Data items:
__________

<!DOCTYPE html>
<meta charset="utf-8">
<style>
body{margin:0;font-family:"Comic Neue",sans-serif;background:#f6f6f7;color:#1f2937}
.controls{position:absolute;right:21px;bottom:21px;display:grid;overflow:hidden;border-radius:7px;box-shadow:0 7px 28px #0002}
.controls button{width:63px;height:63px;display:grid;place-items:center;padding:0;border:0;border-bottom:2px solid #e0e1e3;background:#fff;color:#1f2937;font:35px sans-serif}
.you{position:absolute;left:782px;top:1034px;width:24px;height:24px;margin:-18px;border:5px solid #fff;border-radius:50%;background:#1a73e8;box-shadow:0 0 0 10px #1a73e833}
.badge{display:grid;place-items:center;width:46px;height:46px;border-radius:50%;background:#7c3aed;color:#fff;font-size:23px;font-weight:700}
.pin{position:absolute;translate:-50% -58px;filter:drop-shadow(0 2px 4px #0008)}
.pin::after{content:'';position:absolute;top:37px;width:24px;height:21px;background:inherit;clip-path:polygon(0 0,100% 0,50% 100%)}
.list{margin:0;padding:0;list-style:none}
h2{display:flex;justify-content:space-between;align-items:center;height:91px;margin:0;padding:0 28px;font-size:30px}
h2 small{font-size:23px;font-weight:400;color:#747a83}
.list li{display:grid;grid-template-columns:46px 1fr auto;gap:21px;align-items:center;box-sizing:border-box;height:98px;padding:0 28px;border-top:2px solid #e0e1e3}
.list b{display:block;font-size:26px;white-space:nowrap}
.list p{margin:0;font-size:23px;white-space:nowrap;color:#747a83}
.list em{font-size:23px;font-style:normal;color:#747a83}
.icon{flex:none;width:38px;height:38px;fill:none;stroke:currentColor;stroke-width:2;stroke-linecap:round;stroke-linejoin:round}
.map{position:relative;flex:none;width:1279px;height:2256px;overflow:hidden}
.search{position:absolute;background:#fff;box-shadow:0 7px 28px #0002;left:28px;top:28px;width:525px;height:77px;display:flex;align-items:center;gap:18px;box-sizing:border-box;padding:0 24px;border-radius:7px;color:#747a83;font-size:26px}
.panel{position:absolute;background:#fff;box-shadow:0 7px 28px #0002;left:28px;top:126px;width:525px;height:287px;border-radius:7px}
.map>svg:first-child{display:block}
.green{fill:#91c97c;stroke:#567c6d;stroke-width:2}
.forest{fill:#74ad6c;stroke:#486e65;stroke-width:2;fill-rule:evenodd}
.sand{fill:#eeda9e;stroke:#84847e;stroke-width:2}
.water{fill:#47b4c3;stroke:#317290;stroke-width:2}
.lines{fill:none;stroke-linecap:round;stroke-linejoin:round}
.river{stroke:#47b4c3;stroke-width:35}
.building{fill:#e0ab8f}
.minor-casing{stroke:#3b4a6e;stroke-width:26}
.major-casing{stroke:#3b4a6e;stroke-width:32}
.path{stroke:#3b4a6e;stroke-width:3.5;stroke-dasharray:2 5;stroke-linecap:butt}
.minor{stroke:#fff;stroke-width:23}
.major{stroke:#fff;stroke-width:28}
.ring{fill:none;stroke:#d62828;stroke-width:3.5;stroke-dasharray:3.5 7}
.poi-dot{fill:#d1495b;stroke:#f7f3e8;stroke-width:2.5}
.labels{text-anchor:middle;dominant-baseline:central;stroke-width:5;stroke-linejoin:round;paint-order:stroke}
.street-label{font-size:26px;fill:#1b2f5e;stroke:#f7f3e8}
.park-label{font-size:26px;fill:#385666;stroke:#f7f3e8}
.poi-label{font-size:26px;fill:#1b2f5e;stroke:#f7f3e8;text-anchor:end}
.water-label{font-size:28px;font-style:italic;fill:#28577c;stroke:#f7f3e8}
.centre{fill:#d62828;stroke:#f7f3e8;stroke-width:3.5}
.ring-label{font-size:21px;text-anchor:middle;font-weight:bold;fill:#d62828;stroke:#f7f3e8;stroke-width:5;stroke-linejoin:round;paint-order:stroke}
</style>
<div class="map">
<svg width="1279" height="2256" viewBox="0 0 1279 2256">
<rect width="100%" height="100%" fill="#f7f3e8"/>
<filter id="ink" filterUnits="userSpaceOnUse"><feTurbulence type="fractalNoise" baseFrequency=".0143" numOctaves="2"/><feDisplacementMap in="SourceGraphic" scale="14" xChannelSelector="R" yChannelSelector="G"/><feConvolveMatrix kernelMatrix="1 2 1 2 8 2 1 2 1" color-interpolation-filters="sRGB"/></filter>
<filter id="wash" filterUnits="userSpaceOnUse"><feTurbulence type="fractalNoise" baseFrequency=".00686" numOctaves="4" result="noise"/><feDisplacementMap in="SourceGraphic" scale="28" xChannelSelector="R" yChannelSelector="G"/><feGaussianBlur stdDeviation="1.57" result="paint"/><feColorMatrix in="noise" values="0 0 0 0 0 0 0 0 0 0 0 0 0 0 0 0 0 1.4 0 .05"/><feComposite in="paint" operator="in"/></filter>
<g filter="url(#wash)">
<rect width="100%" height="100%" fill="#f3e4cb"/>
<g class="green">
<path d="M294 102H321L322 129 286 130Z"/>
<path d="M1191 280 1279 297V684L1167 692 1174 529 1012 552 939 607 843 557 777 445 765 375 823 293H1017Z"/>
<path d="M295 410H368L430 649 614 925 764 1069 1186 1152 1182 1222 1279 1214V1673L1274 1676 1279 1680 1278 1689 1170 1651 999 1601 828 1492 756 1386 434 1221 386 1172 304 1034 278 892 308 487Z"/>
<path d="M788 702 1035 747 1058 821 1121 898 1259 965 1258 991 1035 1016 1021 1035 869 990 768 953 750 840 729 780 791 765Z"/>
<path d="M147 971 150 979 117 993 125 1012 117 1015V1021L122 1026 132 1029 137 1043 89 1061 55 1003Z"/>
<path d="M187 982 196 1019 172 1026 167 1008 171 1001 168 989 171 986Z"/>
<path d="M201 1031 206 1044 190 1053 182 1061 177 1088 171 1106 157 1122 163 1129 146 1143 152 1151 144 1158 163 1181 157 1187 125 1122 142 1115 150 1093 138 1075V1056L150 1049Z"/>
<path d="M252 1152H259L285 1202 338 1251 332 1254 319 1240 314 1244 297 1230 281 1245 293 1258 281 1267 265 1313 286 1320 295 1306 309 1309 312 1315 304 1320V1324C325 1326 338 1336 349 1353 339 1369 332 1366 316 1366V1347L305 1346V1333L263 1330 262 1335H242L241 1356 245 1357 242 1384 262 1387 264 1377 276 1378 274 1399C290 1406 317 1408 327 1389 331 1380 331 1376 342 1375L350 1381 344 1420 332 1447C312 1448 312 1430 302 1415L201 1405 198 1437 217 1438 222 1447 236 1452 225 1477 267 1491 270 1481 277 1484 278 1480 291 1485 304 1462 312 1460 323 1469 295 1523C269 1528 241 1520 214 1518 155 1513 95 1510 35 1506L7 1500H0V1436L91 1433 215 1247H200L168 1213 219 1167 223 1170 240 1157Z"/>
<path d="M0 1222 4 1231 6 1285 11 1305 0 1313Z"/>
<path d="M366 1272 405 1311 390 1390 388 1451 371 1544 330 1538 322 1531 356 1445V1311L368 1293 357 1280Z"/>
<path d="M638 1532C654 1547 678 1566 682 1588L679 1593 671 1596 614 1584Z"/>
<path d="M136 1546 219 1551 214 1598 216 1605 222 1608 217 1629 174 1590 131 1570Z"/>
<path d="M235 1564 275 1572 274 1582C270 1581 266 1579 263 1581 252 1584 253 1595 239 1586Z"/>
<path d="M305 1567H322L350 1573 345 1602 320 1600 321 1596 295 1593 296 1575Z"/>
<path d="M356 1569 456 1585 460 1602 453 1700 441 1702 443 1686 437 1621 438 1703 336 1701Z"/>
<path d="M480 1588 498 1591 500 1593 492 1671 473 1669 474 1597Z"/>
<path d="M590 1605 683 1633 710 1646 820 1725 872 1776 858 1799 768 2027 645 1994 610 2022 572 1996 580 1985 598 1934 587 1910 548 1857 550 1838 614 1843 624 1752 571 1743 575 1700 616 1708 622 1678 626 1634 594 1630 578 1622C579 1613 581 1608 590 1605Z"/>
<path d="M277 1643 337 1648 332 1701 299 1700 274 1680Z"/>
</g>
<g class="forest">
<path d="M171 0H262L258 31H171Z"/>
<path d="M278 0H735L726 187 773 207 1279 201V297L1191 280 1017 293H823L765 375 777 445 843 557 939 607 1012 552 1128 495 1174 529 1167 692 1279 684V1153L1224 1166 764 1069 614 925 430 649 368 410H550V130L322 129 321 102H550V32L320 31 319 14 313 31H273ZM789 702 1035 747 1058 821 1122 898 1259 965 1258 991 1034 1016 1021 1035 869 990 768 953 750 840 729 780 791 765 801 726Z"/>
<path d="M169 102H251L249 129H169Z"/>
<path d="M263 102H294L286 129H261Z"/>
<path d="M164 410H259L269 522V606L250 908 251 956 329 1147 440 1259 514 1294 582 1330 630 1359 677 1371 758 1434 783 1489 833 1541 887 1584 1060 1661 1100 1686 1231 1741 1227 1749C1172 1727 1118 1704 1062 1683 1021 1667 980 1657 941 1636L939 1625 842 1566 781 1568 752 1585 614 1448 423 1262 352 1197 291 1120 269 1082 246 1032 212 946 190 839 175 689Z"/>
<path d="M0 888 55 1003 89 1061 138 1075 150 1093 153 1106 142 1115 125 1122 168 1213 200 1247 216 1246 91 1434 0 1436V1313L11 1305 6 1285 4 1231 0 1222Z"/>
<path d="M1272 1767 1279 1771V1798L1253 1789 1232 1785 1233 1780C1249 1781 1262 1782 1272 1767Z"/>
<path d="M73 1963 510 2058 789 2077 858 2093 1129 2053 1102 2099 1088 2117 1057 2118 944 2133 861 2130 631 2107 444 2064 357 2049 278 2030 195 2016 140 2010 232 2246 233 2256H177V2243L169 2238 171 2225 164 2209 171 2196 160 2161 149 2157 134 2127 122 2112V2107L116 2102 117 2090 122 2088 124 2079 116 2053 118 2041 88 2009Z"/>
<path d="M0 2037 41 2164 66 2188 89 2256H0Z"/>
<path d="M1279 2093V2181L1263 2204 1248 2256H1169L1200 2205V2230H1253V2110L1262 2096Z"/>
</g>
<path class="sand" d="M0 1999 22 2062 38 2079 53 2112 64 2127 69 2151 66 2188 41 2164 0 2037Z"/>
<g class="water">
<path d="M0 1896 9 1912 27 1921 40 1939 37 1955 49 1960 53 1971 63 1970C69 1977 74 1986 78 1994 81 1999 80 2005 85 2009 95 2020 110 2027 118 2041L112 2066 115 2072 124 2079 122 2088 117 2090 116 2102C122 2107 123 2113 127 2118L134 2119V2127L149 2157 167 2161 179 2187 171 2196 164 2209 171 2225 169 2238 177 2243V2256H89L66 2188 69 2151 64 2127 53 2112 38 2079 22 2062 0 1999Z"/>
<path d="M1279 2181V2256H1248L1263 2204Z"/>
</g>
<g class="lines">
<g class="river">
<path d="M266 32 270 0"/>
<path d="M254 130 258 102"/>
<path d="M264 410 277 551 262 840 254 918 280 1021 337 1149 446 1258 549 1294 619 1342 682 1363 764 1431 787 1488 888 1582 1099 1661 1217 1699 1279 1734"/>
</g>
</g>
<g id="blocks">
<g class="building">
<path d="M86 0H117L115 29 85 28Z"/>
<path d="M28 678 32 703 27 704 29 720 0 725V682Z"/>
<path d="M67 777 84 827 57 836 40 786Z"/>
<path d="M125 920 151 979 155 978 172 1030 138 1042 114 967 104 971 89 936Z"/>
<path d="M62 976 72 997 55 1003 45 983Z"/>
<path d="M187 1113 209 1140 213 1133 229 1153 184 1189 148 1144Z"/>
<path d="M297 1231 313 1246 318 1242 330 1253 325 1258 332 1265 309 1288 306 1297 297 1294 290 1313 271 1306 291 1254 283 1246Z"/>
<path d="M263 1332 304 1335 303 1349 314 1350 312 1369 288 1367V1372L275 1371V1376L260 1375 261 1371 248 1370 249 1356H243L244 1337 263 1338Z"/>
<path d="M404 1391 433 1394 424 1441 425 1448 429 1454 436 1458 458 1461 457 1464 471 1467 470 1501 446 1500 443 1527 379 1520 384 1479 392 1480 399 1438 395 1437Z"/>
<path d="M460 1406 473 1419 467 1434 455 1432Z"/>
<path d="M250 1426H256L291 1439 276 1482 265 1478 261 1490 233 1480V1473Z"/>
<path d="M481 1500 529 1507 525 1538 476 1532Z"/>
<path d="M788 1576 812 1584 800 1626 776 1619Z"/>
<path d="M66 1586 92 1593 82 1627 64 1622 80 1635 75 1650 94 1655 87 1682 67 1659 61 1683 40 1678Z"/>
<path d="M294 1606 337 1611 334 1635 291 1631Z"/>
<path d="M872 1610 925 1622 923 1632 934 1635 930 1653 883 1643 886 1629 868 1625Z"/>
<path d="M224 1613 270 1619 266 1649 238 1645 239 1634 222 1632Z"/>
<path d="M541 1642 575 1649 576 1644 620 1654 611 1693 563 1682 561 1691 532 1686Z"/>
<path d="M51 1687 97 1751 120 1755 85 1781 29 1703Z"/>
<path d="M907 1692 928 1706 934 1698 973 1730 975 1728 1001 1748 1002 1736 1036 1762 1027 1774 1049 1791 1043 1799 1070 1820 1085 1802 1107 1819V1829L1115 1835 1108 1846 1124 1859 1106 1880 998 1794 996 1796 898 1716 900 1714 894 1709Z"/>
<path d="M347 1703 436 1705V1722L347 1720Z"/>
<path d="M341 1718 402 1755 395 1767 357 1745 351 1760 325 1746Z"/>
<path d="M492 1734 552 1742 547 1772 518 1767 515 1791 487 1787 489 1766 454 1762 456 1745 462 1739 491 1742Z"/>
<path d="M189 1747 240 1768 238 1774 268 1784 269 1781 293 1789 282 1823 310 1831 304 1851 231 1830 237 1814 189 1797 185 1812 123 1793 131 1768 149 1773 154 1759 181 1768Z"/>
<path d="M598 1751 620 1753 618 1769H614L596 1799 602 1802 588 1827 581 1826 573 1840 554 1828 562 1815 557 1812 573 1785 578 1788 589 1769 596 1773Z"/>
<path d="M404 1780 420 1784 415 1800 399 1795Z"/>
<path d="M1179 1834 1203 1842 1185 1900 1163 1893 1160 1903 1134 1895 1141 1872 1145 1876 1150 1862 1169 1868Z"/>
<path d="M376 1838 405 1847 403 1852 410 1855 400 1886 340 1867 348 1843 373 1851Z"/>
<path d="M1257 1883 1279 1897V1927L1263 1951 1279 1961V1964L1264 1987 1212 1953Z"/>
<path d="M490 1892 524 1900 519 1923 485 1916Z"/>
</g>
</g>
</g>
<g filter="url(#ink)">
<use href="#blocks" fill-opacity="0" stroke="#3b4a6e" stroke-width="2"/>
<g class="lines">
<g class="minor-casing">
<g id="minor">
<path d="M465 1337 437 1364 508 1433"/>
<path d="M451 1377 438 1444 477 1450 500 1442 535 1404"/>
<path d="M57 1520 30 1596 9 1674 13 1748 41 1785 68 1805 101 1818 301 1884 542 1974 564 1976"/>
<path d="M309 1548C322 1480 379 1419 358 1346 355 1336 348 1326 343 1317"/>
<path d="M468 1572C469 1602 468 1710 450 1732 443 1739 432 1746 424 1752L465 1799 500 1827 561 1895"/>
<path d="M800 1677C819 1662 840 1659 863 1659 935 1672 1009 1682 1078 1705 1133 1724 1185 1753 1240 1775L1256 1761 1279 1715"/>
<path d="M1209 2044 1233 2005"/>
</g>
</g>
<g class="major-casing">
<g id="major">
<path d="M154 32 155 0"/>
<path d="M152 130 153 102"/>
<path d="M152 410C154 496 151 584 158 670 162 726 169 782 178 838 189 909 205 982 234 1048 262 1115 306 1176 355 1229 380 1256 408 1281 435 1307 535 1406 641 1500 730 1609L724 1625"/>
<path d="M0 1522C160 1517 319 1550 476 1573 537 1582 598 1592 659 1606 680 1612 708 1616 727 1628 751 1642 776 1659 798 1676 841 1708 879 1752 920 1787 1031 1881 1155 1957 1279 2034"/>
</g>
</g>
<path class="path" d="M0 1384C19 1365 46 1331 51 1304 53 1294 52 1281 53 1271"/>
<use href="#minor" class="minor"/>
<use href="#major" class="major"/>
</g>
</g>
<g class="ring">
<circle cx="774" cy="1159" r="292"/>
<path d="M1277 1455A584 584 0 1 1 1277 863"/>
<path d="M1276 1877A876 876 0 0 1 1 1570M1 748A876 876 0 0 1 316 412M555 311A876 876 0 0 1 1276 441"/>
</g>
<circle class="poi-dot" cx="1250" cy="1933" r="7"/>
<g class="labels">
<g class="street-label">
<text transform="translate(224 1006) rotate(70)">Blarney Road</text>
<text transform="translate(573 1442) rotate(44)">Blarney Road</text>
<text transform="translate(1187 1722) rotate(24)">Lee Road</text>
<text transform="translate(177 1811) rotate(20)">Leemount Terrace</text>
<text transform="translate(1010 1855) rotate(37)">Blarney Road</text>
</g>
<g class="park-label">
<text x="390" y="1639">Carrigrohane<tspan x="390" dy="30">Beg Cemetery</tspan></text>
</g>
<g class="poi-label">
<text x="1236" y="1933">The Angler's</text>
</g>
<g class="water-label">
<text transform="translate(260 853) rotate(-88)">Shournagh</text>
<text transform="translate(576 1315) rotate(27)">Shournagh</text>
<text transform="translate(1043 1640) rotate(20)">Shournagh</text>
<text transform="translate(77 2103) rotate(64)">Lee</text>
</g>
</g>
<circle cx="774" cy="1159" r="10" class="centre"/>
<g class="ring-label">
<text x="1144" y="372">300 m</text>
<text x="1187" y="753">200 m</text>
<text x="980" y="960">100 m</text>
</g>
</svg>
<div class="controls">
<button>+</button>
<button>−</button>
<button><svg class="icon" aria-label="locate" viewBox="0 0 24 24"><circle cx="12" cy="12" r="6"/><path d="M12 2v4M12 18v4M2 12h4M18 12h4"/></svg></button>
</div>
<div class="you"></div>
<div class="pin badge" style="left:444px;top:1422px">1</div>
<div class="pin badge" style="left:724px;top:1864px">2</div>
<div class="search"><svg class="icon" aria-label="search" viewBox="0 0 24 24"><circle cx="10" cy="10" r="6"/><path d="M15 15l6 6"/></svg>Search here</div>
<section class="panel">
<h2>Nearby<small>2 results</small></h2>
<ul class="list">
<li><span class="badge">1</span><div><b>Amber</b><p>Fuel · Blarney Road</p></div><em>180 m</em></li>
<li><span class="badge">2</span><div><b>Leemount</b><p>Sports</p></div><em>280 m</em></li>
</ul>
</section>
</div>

__________

*EXERCISE DESCRIPTION*. Beginning at the line with "Blarney Road</p></div><em>180 m</em></li>" and ending at the last line of the entries, print every line exactly.

*RESULT OF THE EXERCISE*.
<li><span class="badge">1</span><div><b>Amber</b><p>Fuel · Blarney Road</p></div><em>180 m</em></li>
<li><span class="badge">2</span><div><b>Leemount</b><p>Sports</p></div><em>280 m</em></li>
</ul>
</section>
</div>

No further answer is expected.